While it is certainly possible to find 83+ coffee growing in Yunnan, domestic markets are so interested in high-scoring coffees—and willing to pay top dollar for Yunnan-grown specialty coffees—that there is not significant incentive to export these high-scoring lots.

Harvest & Post-harvest

Over 90% of coffee in Yunnan in Fully washed. The remainder is processed using the Natural method and a small percentage using the Honey/Semi washed method. Natural processing is usually used for the first coffee harvested, and the majority of Grade 1 coffees are Fully washed. 


Most coffee is traded, milled and shipped from December to May. The mills are generally closed during the rest of the year and very little coffee is shipped, as carry-over stock is generally very low. 


Pu’er and the surrounding region can be very humid during wet season, and if coffee needs to be stored, it will usually be moved to the city of Kunming. Kunming, at altitudes of 1,900 meters above sea level, has a much better climate for warehousing. Kunming is also capital of Yunnan Province and the hub for exporting.


Harvest typically occurs between December and March. Due to a mixture of the geography of mountainside farms and the financial capacity of the farmers, there is rarely any mechanized picking in China; most cherry is selectively hand-picked. Labor in Yunnan is relatively expensive and hard to source because urbanization is occurring at such a rapid speed. Small farmers must rely on household labor to harvest their coffees, and usually only medium and larger producers will hire external labor. 


Most producers have their own wet processing facilities; if they do not, they will often sell cherry to middlemen, who can then sell on to wet mills or add value by processing it themselves. 


Cherry is mechanically pulped, dry fermented in tanks and then washed. As parchment is washed, it is sent down grading channels that simultaneously wash all parchment and remove any underripe coffee. 


After washing, parchment typically dries in multi-level static driers that are fired by coal or wood. Lower grades or excess capacity are dried on patios. Once dry, parchment coffee is sold to commercial dry mills, who then trade the coffee to either export traders, international roasters or domestic roasters. Once coffee has been bought by the commercial mills, traders or middlemen, they are blended into whatever grade they were allocated when purchased. 

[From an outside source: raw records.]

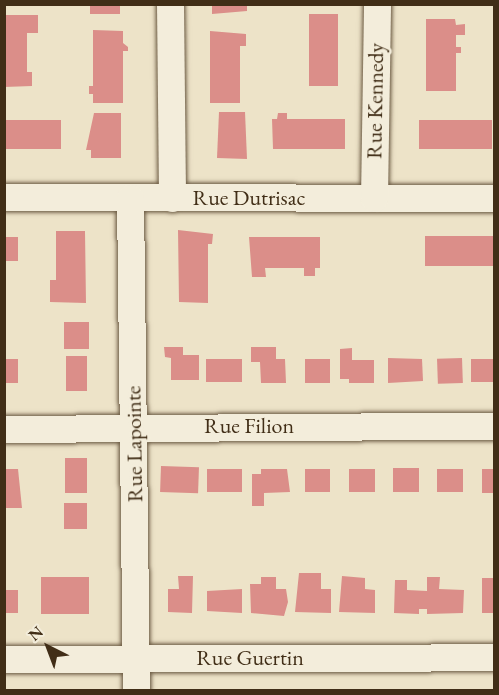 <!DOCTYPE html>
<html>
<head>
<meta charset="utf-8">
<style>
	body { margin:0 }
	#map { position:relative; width:499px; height:695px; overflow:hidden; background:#ede3c8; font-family:"EB Garamond",serif }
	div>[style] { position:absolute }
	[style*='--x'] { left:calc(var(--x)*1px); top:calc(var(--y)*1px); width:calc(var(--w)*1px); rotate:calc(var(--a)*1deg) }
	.building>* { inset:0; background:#db8e89; transform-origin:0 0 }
	.roads { filter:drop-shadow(0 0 2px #6c5b43) drop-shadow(0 0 2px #6c5b43) }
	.minor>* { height:27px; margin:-13.5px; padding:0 13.5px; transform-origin:13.5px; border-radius:13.5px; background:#f3eddb }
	span { translate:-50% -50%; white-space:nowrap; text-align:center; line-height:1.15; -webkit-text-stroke:5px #f3eddb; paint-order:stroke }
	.street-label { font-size:22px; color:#412e17 }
	.frame { position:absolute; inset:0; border:6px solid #412e17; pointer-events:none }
	.north { position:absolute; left:18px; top:617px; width:60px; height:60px; -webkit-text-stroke:4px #f3eddb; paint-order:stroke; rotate:318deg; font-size:16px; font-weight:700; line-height:24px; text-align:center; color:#412e17 }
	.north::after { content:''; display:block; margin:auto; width:21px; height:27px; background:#412e17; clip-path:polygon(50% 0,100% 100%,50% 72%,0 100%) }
</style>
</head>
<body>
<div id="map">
	<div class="building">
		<div style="left:90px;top:4px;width:30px;height:10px"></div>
		<div style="clip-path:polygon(212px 4px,247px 4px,247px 11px,212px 14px)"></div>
		<div style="left:309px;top:14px;width:29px;height:72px"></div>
		<div style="clip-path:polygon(4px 15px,38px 15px,38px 33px,27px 33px,27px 72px,32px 72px,32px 86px,4px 87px)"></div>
		<div style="clip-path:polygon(426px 19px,455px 19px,456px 25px,465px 24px,465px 35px,456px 35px,456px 47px,461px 47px,461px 53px,456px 53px,456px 91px,426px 91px)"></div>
		<div style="clip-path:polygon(93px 30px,123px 31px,123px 43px,128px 47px,128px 51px,123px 51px,123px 103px,93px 103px,93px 94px,89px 94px,89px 86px,93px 86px)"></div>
		<div style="clip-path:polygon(210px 31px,246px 34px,246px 46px,240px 46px,240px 103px,210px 103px)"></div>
		<div style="clip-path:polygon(219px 112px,245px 112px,247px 159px,217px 158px)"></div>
		<div style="clip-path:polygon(94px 113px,121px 113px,121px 158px,91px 158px,91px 150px,86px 150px)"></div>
		<div style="clip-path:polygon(278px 113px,287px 113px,287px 119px,345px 119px,345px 149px,273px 149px,272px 119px,277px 119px)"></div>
		<div style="left:4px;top:120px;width:57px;height:29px"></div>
		<div style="left:419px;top:120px;width:73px;height:29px"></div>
		<div style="clip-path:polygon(178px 230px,213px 234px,212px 244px,208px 244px,208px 303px,179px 302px)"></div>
		<div style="clip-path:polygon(56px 231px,85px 231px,86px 303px,50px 302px,50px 280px,56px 280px)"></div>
		<div style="left:425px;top:236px;width:69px;height:30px"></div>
		<div style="left:4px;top:237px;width:14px;height:24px"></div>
		<div style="clip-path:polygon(249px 237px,320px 237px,320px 268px,315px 268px,315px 276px,304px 276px,304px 268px,265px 268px,266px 277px,252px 277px)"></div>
		<div style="left:89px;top:322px;width:27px;height:25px;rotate:90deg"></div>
		<div style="clip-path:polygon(164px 347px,183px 347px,183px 355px,199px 355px,199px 380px,171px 380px,171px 358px,165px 357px)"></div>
		<div style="clip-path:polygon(251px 347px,276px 347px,276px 359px,285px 359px,286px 383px,261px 383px,260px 362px,251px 362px)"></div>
		<div style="clip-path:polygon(352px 348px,352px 360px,374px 360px,374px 383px,349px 383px,349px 379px,340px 379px,340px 349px)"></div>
		<div style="left:66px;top:356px;width:21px;height:35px"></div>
		<div style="clip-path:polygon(388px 358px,422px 359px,423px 381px,388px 383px)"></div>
		<div style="left:462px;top:358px;width:25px;height:25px;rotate:88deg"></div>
		<div style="left:4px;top:359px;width:14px;height:24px"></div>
		<div style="left:206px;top:359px;width:36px;height:23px"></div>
		<div style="left:305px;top:359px;width:25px;height:24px"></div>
		<div style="left:471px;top:359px;width:23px;height:23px"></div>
		<div style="left:65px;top:458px;width:22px;height:35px"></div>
		<div style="left:161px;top:466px;width:38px;height:26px;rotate:2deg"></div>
		<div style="left:419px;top:468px;width:24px;height:26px;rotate:90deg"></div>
		<div style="clip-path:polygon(5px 469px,18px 469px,22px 508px,5px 508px)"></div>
		<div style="left:242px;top:469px;width:23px;height:35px;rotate:90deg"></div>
		<div style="clip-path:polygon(261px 469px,287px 469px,290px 492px,264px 493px,264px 506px,252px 506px,252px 474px,261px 474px)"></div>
		<div style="left:305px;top:469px;width:25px;height:23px"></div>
		<div style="left:349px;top:469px;width:26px;height:23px"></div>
		<div style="left:437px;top:469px;width:26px;height:23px"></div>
		<div style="left:482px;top:469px;width:12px;height:24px"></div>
		<div style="left:64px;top:503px;width:23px;height:26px"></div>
		<div style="clip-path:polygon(299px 573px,321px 573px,321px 589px,331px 589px,331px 613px,295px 612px)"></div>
		<div style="clip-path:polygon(178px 576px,193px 576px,192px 613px,168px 612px,168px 589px,179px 589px)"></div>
		<div style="clip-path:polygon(342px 576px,365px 578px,365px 589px,375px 590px,375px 613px,339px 612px)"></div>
		<div style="left:41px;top:577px;width:48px;height:37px"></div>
		<div style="clip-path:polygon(261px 577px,276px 577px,276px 589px,286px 589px,288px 602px,284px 616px,251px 613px,250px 584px,261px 584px)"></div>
		<div style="clip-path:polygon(427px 577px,440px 577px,439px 589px,464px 590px,463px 613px,427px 614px,427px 609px,419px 609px,419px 614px,394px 613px,395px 580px,407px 580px,407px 590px,427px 591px)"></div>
		<div style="left:494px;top:578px;width:35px;height:12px;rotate:90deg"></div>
		<div style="clip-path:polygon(242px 589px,242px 613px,207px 611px,207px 591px)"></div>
		<div style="left:4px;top:590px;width:14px;height:23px"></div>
	</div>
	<div class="roads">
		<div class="minor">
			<div style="--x:170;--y:4;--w:194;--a:89.4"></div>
			<div style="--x:4;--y:197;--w:490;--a:0.1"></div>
			<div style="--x:130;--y:198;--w:492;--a:89.3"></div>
			<div style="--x:374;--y:198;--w:194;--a:-89.1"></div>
			<div style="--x:4;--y:429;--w:490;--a:-0.4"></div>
			<div style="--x:4;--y:659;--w:490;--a:-0.2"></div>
		</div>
	</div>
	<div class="street-label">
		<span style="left:375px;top:101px;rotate:-89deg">Rue Kennedy</span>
		<span style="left:249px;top:198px">Rue Dutrisac</span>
		<span style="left:249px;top:426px">Rue Filion</span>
		<span style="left:134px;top:444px;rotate:-91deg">Rue Lapointe</span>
		<span style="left:250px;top:658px">Rue Guertin</span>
	</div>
	<div class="frame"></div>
	<div class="north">N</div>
</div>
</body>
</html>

Traditionally, coffees have been harvested and sold with very little attention applied to lot identification and traceability. Grades have been determined by a combination of screen size and defect counts, rather than by any specific flavor profiles. Individual mills and traders often have their own unique interpretations of standards. 


However, this is beginning to change as specialty coffee evolves in the region. 

Sucafina in China

Sucafina has a Lab and Office in the heart of Munaihe, just outside of Pu’er. This small village is where most of the key traders and dry mills in Yunnan are based. We have a small but very experienced team who are committed to delivering coffees to the high quality and ethical standards of Sucafina.

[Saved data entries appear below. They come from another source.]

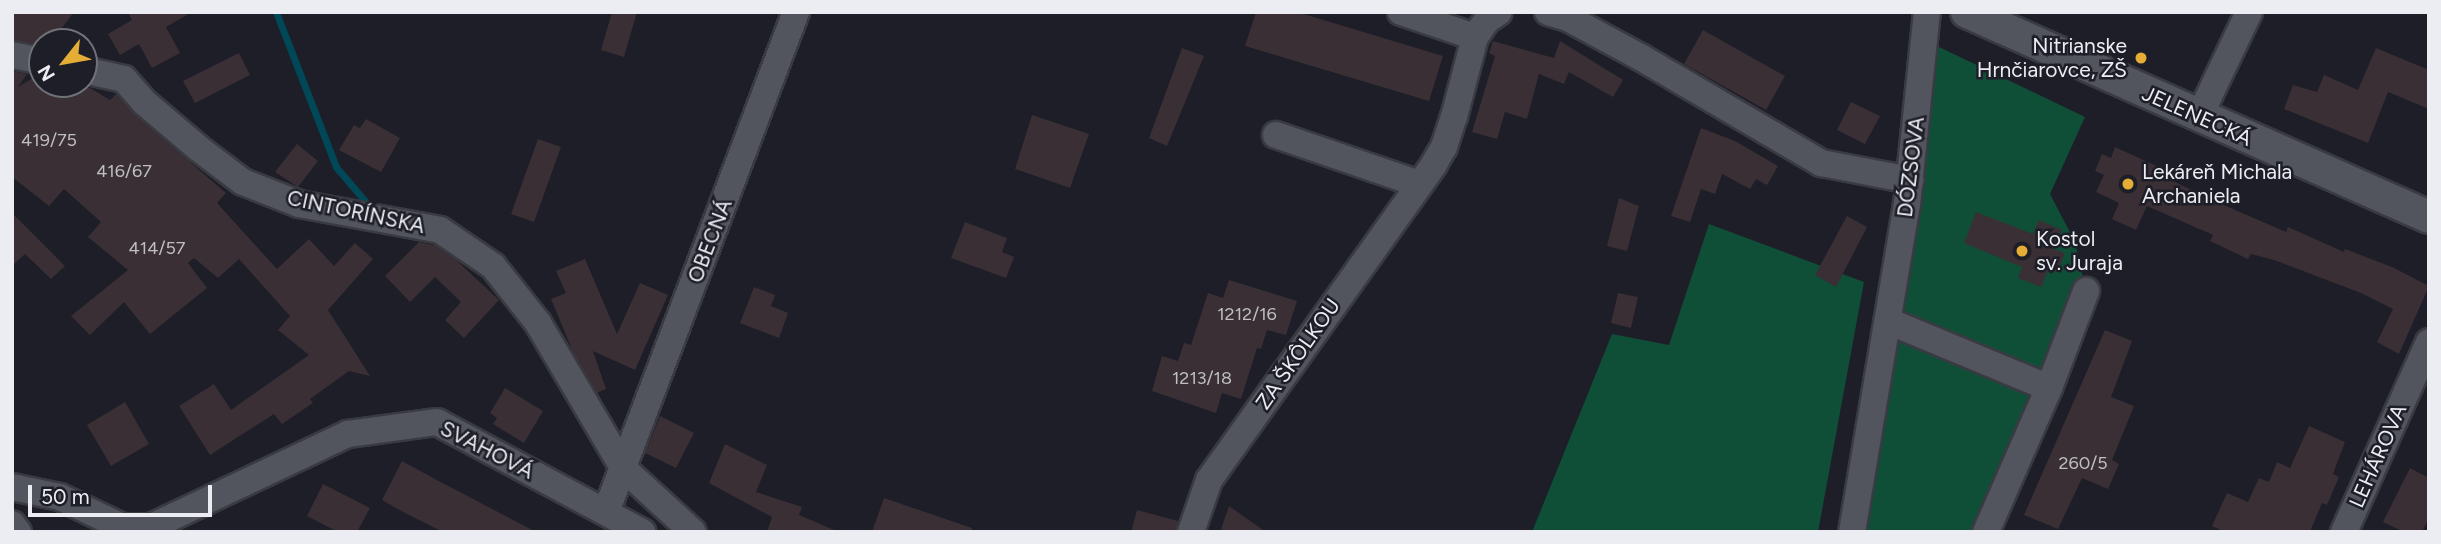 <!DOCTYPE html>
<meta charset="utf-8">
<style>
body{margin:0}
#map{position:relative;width:2441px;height:544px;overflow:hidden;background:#1d1e27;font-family:Figtree,sans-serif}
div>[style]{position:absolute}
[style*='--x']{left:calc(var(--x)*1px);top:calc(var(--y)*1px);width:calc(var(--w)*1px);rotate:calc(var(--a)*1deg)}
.green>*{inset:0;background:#104f37}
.stream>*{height:7px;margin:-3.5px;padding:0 3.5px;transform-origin:3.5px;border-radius:3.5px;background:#004857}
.building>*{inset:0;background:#392f34}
.roads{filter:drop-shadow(2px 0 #3a3a42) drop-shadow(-2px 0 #3a3a42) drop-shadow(0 2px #3a3a42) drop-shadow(0 -2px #3a3a42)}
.minor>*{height:26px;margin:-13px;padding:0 13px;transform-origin:13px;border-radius:13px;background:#52545e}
.tertiary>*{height:32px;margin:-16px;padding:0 16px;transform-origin:16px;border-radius:16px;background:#52545e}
.dots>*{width:19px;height:19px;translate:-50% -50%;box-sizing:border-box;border:4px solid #1d1e27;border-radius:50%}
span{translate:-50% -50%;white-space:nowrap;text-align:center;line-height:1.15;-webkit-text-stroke:5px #1d1e27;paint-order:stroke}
.number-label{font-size:18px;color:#bfbec3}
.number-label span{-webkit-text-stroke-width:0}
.poi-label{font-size:21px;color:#ecedf3}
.right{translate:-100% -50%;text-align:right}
.left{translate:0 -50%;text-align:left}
.street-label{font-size:21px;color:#ecedf3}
.frame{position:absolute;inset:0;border:14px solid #ecedf3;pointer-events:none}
.north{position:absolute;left:28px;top:28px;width:70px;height:70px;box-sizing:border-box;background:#1d1e27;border:2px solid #707179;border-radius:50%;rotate:239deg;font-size:19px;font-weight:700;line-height:28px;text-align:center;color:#ecedf3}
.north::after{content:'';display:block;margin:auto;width:24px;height:32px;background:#e5ad35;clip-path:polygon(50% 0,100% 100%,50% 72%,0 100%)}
.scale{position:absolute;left:28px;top:485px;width:184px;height:32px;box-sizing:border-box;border:4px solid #ecedf3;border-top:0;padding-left:9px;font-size:21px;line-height:24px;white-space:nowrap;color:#ecedf3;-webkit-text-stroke:5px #1d1e27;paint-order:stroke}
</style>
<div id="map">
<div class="green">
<div style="clip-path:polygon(1937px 46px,2085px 117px,2050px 194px,2075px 242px,2086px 291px,1987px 532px,1863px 532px,1891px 383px)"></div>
<div style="clip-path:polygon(1709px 224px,1864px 282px,1818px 532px,1532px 532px,1612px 334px,1669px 345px)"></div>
</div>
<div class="stream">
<div style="--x:276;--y:12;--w:166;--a:68.8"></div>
<div style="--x:336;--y:167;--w:45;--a:49.5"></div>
</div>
<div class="building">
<div style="clip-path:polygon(12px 12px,74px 12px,51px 42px,42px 42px,42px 45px,12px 40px)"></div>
<div style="clip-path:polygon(128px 12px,192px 12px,166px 27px,180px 53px,152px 68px,139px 44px,120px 55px,108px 34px,132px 20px)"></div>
<div style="clip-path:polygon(612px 12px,637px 12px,624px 57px,601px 50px)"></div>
<div style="clip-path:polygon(1256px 12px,1297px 12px,1443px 56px,1429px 101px,1245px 46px)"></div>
<div style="clip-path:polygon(1703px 30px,1785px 76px,1766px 110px,1684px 64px)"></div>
<div style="clip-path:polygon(1493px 41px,1554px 58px,1560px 41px,1623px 80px,1613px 97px,1569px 72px,1564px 84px,1539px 74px,1527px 119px,1505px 112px,1497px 139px,1472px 132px,1495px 56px,1489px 53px)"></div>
<div style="clip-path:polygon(1182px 48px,1204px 56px,1167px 146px,1149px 138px)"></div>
<div style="clip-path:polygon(2376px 48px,2429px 70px,2429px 109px,2388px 92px,2368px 143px,2284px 109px,2293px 85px,2317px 92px,2324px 75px,2358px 90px)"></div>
<div style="clip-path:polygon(239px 53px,250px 75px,195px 103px,183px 81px)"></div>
<div style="clip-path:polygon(12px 71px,27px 74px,18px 87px,36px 76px,42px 76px,42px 84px,78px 84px,90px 88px,110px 100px,116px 94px,134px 114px,226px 193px,217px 203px,277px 269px,309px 239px,334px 266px,355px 243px,373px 259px,328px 310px,370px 376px,349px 371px,310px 399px,313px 403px,282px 424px,274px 414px,210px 455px,179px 406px,214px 384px,231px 410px,309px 355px,278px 330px,290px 316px,239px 259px,218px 278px,194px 258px,188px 263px,207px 288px,150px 334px,124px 302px,90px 335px,71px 316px,128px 270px,88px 237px,101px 222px,64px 189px,49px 206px,12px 177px)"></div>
<div style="clip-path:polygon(1851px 102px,1880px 116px,1865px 144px,1837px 130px)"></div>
<div style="clip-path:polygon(1032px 115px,1089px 134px,1070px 188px,1015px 169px)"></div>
<div style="clip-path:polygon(366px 119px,400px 138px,381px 172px,339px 150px,354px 125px,360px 128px)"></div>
<div style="clip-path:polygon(1701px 128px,1735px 141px,1778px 166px,1767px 185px,1756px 179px,1750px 189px,1722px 174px,1715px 194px,1701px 189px,1690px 222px,1671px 216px)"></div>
<div style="clip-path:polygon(538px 139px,561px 147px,534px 222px,511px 214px)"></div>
<div style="clip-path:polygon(297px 144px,318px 161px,298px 187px,275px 172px)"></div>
<div style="clip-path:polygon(2115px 147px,2163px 169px,2161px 175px,2210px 199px,2286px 232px,2288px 227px,2344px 252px,2345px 249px,2392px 267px,2429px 286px,2399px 354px,2377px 342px,2393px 309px,2361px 293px,2274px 260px,2251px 254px,2248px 259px,2210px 241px,2213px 235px,2147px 206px,2136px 230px,2112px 219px,2119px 203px,2096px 192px,2104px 175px,2095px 171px,2102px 154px,2111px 158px)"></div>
<div style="clip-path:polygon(1619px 198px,1639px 206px,1627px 251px,1607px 246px)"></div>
<div style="clip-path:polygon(1976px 212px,2033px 234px,2039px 220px,2062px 230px,2054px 249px,2065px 253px,2058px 272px,2049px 268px,2041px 287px,2018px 278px,2022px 267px,1964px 243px)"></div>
<div style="clip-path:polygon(12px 213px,65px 266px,51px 279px,25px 254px,12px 266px)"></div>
<div style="clip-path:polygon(1847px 216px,1867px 227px,1836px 287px,1815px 275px)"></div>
<div style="clip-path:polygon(965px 222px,1007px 238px,1002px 252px,1014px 257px,1006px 278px,951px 258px)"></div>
<div style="clip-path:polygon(419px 242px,434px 245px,456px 260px,499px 300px,464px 338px,445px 320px,461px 302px,435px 277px,410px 302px,385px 276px)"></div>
<div style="clip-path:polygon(585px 259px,617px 334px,640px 283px,668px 295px,635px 370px,593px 351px,606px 389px,597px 393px,573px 352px,551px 299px,566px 293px,556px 271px)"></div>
<div style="clip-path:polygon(1229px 280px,1297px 301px,1286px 335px,1267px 330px,1261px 349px,1257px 348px,1241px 399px,1222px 393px,1216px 413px,1152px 391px,1162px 356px,1178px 361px,1184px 343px,1191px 345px,1208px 293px,1223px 298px)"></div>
<div style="clip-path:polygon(754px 287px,775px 295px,771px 306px,788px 313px,779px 338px,740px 323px)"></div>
<div style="clip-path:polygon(1618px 293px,1638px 297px,1631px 328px,1611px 323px)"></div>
<div style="clip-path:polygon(2105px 330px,2132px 341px,2111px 397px,2134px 406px,2112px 460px,2119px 464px,2108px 489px,2082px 478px,2058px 529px,2024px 515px)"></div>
<div style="clip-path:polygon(505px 388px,543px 411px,524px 443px,493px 424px,497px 418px,490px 413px)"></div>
<div style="clip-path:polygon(125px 402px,149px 444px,111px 466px,87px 425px)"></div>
<div style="clip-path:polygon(660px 416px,694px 433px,676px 468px,645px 453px)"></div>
<div style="clip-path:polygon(2309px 426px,2345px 442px,2333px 474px,2339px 477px,2327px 505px,2322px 503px,2310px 532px,2225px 532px,2212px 526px,2227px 493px,2248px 502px,2259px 478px,2269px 482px,2277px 462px,2290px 468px)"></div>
<div style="clip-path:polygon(725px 444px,767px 465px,756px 492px,802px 507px,799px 515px,839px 532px,767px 532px,772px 517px,709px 483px)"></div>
<div style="clip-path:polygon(402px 461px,435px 479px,536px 532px,443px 532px,405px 513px,382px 500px)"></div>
<div style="clip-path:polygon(2410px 468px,2429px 478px,2429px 518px,2422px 532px,2404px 532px,2383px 522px)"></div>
<div style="clip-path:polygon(323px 484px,370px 508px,357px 532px,338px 532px,307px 516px)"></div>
<div style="clip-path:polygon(884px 498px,972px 528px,972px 532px,872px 532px)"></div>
<div style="clip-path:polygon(1229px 506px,1266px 532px,1220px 532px)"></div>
<div style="clip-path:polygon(1137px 510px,1178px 521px,1176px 532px,1131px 532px)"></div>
</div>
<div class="roads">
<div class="minor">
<div style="--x:1401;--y:12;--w:78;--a:18.7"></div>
<div style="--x:1548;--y:12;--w:21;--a:17"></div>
<div style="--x:1568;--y:18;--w:84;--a:28.4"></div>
<div style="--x:1642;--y:58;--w:208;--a:30.4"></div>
<div style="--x:1821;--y:163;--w:91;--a:10.8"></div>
<div style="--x:12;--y:55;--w:31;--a:11"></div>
<div style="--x:84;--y:70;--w:41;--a:12.7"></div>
<div style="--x:124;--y:79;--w:30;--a:49"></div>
<div style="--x:144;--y:102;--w:71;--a:40.4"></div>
<div style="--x:198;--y:148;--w:56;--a:37.1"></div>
<div style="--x:243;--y:182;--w:60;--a:21.4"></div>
<div style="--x:299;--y:204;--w:143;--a:10.4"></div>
<div style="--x:440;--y:230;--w:64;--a:34.2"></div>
<div style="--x:493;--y:266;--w:73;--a:51.7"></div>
<div style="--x:538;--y:323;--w:169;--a:59.5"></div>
<div style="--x:624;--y:469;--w:93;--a:42.4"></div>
<div style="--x:2199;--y:117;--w:116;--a:-64.5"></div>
<div style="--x:1276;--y:135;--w:151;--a:18.9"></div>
<div style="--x:1888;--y:321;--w:174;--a:22.6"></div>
<div style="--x:12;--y:487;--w:49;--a:11.8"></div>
<div style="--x:60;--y:497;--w:69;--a:25.8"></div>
<div style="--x:122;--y:527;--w:29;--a:0"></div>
<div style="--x:151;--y:527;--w:218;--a:-25.3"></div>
<div style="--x:348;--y:434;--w:90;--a:-7.7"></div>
<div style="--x:437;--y:422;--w:233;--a:28.2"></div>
<div style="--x:606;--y:512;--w:535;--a:-69.19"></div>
<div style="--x:12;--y:524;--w:10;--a:53"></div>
<div style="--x:1191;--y:532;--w:55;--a:-70.9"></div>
<div style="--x:1209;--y:480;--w:388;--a:-54.5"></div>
<div style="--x:1434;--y:164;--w:20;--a:-60"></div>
<div style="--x:1444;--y:147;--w:32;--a:-72"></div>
<div style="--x:1454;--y:117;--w:83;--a:-75.3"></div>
<div style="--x:1475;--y:37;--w:21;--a:-55"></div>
<div style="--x:1487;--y:20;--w:14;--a:-34"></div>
<div style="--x:1852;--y:532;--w:332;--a:-80.5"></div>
<div style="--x:1907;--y:205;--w:194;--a:-84.1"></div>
<div style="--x:1986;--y:532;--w:157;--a:-66.4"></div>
<div style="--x:2049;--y:388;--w:104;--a:-69.1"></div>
<div style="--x:2344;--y:532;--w:208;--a:-65.9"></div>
</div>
<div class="tertiary">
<div style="--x:1967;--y:12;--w:505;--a:23.93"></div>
</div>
</div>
<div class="dots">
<div style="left:2141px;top:58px;background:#e5ad35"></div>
<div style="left:2128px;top:184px;background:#e5ad35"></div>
<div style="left:2022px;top:251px;background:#e5ad35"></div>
</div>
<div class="number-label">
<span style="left:49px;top:140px">419/75</span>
<span style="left:124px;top:171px">416/67</span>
<span style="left:157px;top:248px">414/57</span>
<span style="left:1247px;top:314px">1212/16</span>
<span style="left:1202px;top:378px">1213/18</span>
<span style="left:2083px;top:463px">260/5</span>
</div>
<div class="poi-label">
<span class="right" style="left:2127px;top:58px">Nitrianske<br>Hrnčiarovce, ZŠ</span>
<span class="left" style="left:2142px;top:184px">Lekáreň Michala<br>Archaniela</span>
<span class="left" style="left:2036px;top:251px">Kostol<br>sv. Juraja</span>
</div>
<div class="street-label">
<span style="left:2197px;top:116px;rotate:24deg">JELENECKÁ</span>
<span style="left:1911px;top:167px;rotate:-83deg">DÓZSOVA</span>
<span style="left:356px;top:212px;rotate:12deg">CINTORÍNSKA</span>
<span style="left:710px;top:241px;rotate:-69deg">OBECNÁ</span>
<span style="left:1298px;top:354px;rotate:-55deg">ZA ŠKÔLKOU</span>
<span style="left:487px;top:450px;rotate:27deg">SVAHOVÁ</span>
<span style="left:2378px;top:456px;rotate:-66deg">LEHÁROVA</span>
</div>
<div class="frame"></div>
<div class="north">N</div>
<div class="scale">50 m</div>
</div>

The Yunnan team has worked to develop specific products to represent Yunnan coffees for Sucafina. These products span a quality and value range to allow for a dynamic offering to our clients. In a market where consistency has not always been a focus, we are excited by this opportunity to deliver reliable, quality coffees to our customers.

We have a strong local partnership with a company that enables our in-country financing, logistics and navigation of Chinese trade.

We also looking at China as a destination market and are working establishing a position within China selling to domestic roasters.

Yunnan is a beautiful part of the world that offers many opportunities for coffees, both as unique offerings as well as making certain blends—such as washed milds—more robust & dynamic. We welcome anyone to come visit & explore what Yunnan has to offer.